Sometimes when people comment that our nation’s populace has gone insane, income inequality graphs dance like sugar-plum fairies in my mind’s eye. I’ve seen the online speculation that Luigi Mangione was essentially driven to madness by debilitating pain he had experienced from a back injury for which he eventually underwent an expensive surgery after struggling to convince doctors or perhaps insurers that the surgery was necessary (this appears to be all that’s really clear from his online posts). Some have suggested the surgery itself was botched, leading to more pain and a period of spiraling, but I haven’t been able to find confirmation of that. I don’t know how certain we can be about anything that goes on inside another person’s mind. But it seems plausible to me that a person’s thinking could be warped by the threat of a medical bill they couldn’t pay, by the violence of impersonal bureaucracies, or by the inability to admonish massive systems that impoverish and harm others.

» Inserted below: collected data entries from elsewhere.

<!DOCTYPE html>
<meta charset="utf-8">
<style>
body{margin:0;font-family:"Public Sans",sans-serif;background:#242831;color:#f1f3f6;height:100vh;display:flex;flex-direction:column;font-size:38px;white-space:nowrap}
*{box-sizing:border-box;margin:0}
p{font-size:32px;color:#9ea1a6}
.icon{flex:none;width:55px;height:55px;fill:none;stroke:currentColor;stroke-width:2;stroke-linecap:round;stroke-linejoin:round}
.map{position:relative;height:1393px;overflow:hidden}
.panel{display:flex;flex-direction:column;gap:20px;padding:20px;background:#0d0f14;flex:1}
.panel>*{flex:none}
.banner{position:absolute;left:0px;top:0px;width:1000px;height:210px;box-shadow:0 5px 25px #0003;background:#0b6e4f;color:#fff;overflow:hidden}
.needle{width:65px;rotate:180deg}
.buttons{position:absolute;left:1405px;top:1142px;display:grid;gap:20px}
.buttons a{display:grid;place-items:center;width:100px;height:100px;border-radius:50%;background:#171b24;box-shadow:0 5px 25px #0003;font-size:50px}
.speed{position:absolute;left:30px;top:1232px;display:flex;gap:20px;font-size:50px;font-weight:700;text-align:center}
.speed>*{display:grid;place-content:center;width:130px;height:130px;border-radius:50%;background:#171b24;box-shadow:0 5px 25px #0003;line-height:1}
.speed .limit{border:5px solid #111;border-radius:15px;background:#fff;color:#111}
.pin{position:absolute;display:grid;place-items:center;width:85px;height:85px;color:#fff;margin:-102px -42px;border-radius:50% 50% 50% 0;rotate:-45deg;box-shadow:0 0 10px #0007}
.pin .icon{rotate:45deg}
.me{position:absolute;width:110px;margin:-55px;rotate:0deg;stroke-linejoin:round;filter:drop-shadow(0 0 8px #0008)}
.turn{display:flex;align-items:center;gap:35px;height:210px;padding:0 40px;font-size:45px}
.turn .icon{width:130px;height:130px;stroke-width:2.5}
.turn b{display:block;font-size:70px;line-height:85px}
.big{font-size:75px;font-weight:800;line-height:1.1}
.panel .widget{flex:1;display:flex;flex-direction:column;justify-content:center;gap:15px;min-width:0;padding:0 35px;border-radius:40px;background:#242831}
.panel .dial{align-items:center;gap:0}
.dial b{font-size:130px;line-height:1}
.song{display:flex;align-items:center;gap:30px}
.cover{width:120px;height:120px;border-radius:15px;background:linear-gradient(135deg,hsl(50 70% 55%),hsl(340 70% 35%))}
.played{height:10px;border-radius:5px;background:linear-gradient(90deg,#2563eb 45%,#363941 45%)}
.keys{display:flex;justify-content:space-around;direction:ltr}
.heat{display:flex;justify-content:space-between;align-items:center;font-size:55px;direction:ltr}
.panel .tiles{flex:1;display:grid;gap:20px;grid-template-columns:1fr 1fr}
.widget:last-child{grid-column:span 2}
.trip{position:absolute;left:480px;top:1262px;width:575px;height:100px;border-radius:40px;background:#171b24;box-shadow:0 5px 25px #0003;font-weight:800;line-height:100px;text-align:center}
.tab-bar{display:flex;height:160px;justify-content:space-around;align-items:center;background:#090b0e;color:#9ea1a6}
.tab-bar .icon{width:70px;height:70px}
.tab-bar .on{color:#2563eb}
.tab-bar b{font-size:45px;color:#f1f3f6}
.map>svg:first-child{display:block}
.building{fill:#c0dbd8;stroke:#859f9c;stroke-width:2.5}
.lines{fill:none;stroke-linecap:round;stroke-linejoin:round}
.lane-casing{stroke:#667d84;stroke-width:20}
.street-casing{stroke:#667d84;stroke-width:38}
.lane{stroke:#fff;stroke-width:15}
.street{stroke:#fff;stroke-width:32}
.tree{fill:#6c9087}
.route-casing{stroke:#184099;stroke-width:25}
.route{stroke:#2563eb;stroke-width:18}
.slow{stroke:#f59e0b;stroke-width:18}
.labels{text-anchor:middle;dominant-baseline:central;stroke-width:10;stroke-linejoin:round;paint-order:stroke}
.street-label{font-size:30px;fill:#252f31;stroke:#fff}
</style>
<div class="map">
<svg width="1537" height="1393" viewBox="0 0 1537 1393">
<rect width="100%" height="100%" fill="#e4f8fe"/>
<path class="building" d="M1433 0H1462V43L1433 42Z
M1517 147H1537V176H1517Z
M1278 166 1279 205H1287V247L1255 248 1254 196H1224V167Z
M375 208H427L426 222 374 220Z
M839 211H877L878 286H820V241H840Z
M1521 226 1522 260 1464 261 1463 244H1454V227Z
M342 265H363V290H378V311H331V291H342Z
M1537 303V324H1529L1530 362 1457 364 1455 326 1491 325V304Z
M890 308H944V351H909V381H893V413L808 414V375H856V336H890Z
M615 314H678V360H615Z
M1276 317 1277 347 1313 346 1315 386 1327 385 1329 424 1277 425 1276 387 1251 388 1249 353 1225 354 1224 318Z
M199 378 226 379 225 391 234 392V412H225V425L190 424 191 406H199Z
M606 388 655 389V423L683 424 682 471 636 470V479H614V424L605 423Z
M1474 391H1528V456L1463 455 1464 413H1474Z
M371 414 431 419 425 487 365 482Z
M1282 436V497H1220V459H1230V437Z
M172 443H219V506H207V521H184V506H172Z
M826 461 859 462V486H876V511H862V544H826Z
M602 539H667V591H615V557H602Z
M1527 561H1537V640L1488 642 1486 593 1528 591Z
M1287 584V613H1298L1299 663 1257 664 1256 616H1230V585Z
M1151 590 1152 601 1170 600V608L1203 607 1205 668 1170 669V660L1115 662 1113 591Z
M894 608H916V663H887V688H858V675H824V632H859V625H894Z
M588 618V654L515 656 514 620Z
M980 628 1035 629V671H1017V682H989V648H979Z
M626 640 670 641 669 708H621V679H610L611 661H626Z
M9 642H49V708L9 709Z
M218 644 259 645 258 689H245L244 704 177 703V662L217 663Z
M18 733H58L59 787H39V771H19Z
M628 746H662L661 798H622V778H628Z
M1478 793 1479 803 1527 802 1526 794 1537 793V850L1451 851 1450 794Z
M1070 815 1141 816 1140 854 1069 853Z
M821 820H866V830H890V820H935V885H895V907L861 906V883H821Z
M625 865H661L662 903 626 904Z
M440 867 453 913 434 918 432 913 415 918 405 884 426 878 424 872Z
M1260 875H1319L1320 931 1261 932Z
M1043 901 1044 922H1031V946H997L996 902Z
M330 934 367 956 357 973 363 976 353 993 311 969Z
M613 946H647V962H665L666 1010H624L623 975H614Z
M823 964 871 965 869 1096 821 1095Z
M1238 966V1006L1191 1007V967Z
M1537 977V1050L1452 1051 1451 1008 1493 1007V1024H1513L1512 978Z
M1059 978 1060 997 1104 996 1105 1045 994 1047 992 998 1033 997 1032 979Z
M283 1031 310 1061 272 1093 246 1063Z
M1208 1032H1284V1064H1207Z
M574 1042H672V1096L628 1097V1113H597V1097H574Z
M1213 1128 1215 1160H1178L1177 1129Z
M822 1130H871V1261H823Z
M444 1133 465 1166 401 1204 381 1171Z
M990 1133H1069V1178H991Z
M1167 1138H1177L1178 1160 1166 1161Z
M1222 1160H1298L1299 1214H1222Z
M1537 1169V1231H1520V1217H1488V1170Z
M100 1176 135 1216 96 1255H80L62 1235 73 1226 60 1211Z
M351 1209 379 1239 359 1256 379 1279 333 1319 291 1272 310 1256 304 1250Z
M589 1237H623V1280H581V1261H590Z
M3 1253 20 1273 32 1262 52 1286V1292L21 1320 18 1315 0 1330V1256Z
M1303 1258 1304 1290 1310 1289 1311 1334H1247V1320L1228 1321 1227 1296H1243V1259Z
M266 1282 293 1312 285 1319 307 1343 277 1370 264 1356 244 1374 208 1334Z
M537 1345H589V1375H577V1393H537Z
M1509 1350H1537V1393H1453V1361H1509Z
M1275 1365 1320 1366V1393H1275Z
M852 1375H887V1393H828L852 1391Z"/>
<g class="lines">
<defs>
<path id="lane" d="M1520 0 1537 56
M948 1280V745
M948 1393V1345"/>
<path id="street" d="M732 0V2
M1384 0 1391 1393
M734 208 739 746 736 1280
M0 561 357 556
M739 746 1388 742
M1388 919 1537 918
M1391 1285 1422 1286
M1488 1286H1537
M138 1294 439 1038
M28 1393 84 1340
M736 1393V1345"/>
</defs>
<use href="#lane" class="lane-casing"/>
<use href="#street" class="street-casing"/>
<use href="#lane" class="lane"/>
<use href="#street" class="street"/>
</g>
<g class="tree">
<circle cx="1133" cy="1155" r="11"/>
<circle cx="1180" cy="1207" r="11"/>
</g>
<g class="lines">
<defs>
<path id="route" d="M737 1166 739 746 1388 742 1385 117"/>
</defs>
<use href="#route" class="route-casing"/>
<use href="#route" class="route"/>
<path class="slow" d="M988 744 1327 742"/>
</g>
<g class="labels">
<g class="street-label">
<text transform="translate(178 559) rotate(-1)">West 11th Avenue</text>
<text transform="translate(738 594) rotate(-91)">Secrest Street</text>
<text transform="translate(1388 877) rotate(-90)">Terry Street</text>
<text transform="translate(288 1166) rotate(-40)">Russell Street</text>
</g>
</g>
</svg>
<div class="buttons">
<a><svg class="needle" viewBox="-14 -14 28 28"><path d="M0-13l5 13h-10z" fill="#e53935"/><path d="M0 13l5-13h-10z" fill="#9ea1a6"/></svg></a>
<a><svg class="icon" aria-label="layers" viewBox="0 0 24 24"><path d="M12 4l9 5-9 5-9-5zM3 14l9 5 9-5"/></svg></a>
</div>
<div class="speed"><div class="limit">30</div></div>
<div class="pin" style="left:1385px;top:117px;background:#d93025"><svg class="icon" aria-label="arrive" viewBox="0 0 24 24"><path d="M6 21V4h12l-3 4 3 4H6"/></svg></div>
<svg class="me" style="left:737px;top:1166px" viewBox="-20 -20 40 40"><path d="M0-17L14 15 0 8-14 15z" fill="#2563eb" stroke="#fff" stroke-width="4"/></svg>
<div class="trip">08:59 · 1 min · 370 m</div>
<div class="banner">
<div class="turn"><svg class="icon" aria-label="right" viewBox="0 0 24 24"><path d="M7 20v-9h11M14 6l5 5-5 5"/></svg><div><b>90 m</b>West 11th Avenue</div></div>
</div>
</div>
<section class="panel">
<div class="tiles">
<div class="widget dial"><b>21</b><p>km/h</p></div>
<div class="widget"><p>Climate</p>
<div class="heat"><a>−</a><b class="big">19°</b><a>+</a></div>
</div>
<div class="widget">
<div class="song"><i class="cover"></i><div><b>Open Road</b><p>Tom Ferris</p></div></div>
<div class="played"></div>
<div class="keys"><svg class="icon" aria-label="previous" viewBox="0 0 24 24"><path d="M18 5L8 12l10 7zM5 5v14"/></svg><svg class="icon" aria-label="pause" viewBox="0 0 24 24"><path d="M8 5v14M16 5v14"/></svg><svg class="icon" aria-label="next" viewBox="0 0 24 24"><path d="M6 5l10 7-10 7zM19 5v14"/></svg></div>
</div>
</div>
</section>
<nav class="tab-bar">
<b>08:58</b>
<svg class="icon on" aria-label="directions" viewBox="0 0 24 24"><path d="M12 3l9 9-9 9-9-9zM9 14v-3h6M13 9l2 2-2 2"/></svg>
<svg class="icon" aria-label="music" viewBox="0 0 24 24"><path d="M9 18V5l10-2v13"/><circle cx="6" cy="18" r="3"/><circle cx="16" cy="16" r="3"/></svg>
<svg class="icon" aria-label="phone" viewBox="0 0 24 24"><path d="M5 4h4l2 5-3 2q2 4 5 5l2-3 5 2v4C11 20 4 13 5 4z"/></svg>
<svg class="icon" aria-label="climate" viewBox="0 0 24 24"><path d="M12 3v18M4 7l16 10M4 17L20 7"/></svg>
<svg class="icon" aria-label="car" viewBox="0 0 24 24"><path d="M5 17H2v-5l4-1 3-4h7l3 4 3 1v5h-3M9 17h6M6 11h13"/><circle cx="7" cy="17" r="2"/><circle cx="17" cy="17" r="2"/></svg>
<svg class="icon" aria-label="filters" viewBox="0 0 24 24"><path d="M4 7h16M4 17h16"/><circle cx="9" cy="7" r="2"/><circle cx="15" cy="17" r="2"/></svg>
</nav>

I know, for instance, that I waited in a long line in a fluorescent government office in a neighborhood with crooked sidewalks to figure out why my initial food stamps application had been rejected. The elderly man in front of me, who was standing in front of the only staffed window at this understaffed, underfunded office, was detailing all the screws that had been put into his body after various accidents (some of them work-related, I’m sure). He was there to apply for a grant to get his roof repaired, but he spent five minutes explaining the screws and his pain while the rest of us tapped our feet impatiently. The clerk told him to come back with a completed application from a website that the man clearly didn’t understand how to access. It was unclear if he even owned a computer or a printer. I don’t know if I can come back, he said. I don’t have a car and I can’t hardly ever get a ride down here. And the clerk shrugged apologetically, handed him a note with the name of the website, and sent him away, because the rest of us were waiting to argue our own cases. We couldn’t help him. We could hardly even help ourselves. And I felt crazy.
P.S. Because this is a bleak one, here is a note of hope for the sake of the holidays. There are actually a few American CEOs who have become internet heroes of a kind due to their rejection of (at least some) types of profit maximization—lipstick on the pig, but nonetheless. From this 2018 Mental Floss article:
When longtime Costco president W. Craig Jelinek once complained to Costcoco-founder and former CEO Jim Sinegal that their monolithic warehouse business was losing money on their famously cheap $1.50 hot dog and soda package, Sinegal listened, nodded, and then did his best to make his take on the situation perfectly clear.
“If you raise the effing hot dog, I will kill you,” Sinegal said. “Figure it out.”